At the same time, this sort of “guidance” would be entirely consistent with canon 213 (mentioned above), as well as the many Vatican documents already discussed in detail in “Can We be Required to Receive Communion in the Hand, Because of the Virus?”  Note that what has just been suggested doesn’t deny any Catholics their rights—it “just” regulates them, which is exactly what canon 223.2 tells authorities they can do.

In contrast, claiming that canon 223.2 permits bishops to eliminate completely the norm that Catholics can receive Holy Communion on the tongue is so flat-out wrong that one doesn’t know whether to laugh or cry.  It might be compared to a police officer who is assigned to a busy intersection during rush-hour, in order to “control” and “direct” (moderare) the flow of traffic … and decides that he will do this by forbidding everyone to drive their cars.  What reasonable person would conclude that this is a correct application of the directive?

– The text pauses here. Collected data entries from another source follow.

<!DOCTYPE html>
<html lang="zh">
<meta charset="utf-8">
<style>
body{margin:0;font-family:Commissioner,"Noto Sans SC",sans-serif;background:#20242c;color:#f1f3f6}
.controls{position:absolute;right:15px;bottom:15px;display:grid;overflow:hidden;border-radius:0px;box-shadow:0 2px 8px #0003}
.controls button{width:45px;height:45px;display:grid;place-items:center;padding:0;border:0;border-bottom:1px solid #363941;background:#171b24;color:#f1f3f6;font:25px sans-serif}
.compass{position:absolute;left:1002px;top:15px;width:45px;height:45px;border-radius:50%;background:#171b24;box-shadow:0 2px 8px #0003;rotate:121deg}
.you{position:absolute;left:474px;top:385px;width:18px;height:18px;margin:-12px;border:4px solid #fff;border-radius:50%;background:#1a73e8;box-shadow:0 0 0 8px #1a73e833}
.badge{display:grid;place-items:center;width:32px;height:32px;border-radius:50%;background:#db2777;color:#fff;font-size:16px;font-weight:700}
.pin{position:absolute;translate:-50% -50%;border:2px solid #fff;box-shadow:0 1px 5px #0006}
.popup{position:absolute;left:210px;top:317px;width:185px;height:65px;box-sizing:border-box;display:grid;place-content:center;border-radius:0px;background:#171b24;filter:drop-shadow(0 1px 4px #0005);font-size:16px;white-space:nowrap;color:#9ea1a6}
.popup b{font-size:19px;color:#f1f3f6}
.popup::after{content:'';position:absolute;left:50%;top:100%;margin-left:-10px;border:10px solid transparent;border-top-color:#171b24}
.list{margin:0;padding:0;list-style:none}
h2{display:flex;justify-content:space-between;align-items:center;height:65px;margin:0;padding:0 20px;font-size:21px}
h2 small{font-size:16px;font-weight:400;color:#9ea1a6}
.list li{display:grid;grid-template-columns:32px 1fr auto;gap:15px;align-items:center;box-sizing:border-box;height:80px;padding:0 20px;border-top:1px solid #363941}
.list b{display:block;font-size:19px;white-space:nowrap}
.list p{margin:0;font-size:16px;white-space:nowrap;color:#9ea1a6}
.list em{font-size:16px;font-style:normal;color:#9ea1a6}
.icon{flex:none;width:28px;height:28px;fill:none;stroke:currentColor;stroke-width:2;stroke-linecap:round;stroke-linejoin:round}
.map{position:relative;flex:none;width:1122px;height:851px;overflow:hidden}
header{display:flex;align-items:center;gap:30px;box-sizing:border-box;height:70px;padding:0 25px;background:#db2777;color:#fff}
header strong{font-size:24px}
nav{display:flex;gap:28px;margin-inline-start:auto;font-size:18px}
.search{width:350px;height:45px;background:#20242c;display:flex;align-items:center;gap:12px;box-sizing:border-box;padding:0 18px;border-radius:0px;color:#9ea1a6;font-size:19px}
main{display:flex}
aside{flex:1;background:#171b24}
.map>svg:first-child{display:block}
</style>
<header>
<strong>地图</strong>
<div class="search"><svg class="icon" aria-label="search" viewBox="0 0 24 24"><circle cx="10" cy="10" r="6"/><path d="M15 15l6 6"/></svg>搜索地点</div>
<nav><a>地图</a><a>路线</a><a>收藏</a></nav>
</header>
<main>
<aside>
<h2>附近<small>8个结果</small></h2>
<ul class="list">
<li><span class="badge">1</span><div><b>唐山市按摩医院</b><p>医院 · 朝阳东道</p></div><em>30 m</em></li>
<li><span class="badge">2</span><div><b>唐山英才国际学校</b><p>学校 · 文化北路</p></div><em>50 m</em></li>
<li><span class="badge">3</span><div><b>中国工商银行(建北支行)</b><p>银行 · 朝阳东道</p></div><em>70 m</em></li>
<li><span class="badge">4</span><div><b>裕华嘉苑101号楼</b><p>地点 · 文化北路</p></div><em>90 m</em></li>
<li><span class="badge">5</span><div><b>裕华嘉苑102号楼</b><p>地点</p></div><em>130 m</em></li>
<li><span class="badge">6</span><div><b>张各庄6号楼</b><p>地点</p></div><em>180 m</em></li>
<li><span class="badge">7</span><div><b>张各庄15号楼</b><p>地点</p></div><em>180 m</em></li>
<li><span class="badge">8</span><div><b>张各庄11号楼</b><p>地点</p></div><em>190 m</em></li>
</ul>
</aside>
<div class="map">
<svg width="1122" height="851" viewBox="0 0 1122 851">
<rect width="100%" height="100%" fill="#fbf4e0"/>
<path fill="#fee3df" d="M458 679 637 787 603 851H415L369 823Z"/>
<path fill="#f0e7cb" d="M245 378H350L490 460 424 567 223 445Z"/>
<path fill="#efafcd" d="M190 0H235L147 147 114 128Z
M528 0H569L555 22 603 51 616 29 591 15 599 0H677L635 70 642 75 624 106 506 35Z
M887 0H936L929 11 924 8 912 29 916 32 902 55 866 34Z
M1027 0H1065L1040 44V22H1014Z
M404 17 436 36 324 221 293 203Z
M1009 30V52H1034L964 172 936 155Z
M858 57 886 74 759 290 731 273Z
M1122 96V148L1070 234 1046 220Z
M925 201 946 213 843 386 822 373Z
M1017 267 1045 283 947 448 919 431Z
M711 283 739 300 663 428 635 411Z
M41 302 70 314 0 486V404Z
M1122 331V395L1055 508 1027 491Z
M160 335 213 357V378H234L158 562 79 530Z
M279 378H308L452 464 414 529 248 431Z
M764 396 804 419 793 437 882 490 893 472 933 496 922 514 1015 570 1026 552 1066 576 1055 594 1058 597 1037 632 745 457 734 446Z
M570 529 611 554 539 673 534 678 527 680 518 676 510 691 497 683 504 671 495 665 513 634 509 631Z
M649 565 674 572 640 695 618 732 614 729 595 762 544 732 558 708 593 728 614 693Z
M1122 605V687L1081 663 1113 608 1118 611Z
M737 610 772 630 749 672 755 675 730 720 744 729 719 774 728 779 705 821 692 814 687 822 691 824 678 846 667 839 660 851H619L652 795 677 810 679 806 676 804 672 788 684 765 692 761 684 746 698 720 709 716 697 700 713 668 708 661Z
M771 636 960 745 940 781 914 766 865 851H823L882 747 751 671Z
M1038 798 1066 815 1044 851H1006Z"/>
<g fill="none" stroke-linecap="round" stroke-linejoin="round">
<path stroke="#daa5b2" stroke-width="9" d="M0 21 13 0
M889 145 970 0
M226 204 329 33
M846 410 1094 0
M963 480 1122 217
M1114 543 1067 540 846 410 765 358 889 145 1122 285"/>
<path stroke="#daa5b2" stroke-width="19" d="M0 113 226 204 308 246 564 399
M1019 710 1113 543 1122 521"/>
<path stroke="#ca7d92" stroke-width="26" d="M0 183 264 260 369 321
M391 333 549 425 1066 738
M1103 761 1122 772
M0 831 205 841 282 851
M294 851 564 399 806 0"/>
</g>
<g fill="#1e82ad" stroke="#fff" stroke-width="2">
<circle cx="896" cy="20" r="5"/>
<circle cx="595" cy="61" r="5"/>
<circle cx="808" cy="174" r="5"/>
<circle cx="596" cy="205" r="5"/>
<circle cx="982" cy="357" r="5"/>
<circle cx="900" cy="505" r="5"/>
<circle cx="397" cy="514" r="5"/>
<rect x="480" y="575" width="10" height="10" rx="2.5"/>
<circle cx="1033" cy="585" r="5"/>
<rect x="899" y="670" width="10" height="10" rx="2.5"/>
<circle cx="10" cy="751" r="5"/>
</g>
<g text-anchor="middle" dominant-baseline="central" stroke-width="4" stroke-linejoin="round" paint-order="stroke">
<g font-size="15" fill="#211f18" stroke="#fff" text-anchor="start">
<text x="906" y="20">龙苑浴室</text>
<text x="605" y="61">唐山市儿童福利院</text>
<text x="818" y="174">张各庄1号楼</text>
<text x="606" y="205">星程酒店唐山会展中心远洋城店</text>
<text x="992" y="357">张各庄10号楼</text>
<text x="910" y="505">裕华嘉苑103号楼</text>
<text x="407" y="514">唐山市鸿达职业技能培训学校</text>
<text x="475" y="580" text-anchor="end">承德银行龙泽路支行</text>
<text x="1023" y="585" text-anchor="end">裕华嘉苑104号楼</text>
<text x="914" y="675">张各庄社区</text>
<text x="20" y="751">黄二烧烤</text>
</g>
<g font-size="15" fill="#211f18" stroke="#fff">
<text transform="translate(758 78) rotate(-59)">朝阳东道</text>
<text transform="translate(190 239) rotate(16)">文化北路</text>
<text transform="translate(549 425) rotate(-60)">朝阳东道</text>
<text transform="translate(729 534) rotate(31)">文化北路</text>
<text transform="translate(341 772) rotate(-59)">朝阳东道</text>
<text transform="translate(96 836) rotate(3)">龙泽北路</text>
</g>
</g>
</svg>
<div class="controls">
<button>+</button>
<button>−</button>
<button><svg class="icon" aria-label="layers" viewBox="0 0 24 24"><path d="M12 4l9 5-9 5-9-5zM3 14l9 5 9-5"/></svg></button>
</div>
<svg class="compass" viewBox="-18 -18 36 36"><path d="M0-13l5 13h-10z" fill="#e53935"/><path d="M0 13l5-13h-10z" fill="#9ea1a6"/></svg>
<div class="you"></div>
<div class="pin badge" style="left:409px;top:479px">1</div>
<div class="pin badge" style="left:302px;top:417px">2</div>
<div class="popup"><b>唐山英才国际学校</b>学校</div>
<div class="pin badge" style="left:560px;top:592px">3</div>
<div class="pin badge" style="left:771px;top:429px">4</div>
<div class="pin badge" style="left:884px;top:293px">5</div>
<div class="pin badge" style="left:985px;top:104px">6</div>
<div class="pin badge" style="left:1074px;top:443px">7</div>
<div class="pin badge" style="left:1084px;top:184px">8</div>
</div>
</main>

Imagine what could potentially happen to the Church, if bishops could cite canon 223.2 and “the common good” to do whatever they wanted, without concern that they might be violating other laws in the process!  This would reduce us to a state where legally almost anything goes, as bishops could simply disregard any and all rights found in the Code of Canon Law and any other Vatican documents.  To cite only one of a billion possible examples, you might as well argue that in a crime-ridden diocese, canon 223.2 would permit a bishop to declare that henceforth, any penitent who confesses to having committed a violent crime will be identified to the police (in direct violation of canons 983 and 1388).  After all, a bishop could easily argue that this would promote “the common good,” couldn’t he?  The sheer absurdity of this sort of misapplication of canon 223.2 should be obvious to all.  Moderare does not mean “eliminate” or “totally disregard,” and bishops can’t violate universal law and hide behind canon 223.2 as some sort of shield.

And yes, they know this.

You don’t have to be a canon lawyer to see that diocesan bishops like Hillary’s need our prayers.  Someday they (like all of us) will have to stand before God and give an accounting of their actions, and the scene is frightening to imagine.  Let’s pray that by the grace of God, they will be able to show Him a life that involved showing reverence for Our Lord in the Eucharist, deferring obediently to universal law, and serving the Catholic faithful as true shepherds, in imitation of the Good Shepherd Himself.